For the first 335 participants, a 15 mL oral rinse sample was collected by instructing participants to alternate between swishing and gargling with alcohol-free Colgate® Plax mouthwash for 30 s. Samples were collected aseptically in a 50 mL Falcon™ conical tube (Becton Dickinson) and kept on ice until processed within four hours of collection.
The collected sample was centrifuged twice, at 5000 RPM and 4 degrees Celsius for 10 min each time. A 2 mL final suspension in Cervi-Collect solution (Abbott Molecular) was created using the pellet obtained after two centrifugations.
The next 91 participants were first instructed to rinse their oral cavity with water and wait for 30 min. This was done to remove any particulate matter (particularly betel quid or tobacco residues) from the oral cavity. Using a cytobrush (Abbott Molecular), participants were then instructed to scrape their right and left buccal mucosa and the surface of any suspected OPMD. The cytobrush scraping was placed in Cervi-Collect solution. This was followed by an oral rinse as for Procedure 1.

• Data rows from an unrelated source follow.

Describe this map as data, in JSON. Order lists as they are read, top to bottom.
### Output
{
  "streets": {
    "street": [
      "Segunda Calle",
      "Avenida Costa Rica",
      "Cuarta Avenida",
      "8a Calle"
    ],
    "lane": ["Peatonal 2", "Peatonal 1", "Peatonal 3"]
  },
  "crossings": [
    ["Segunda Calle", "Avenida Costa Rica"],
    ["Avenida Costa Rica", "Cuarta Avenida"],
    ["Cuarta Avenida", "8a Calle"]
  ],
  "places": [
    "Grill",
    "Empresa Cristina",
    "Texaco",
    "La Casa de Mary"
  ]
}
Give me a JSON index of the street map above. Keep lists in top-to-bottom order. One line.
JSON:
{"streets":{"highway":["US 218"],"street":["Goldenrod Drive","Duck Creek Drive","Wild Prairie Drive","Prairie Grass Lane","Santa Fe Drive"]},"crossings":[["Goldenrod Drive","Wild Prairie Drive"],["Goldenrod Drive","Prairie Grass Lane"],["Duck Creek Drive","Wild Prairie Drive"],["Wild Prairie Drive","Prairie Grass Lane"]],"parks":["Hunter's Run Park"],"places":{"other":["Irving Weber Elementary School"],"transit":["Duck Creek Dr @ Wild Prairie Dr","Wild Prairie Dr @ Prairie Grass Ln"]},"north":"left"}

A suspension using the oral rinse (as for Procedure 1) was created first. A final pooled suspension (2.5 mL) was created by vortexing the oral rinse suspension and the Cervi-Collect solution in which the cytobrush scraping was placed.

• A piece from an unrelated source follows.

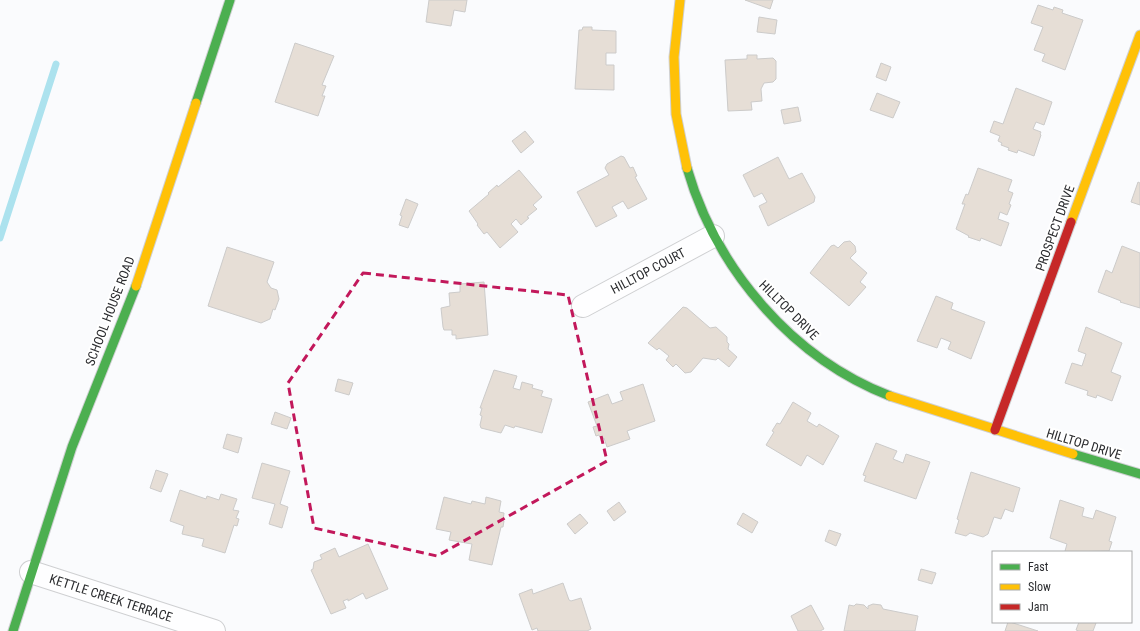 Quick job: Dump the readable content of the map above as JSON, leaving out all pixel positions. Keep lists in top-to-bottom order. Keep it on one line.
{"streets":{"street":["PROSPECT DRIVE","HILLTOP COURT","HILLTOP DRIVE","SCHOOL HOUSE ROAD","KETTLE CREEK TERRACE"]},"crossings":[["PROSPECT DRIVE","HILLTOP DRIVE"],["HILLTOP COURT","HILLTOP DRIVE"],["SCHOOL HOUSE ROAD","KETTLE CREEK TERRACE"]],"legend":["Fast","Slow","Jam"]}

Final suspensions obtained from each procedure were divided into two vials, each of 1 to 1.5 mL (Fig. 2).
For the Xpert HPV assay, 1 mL (recommended volume) of the final suspension was used . All samples were processed on the day of collection. Suspensions were stored at negative 80 degrees Celsius if not tested immediately. All testing using Xpert HPV assay was performed within two weeks of sample collection.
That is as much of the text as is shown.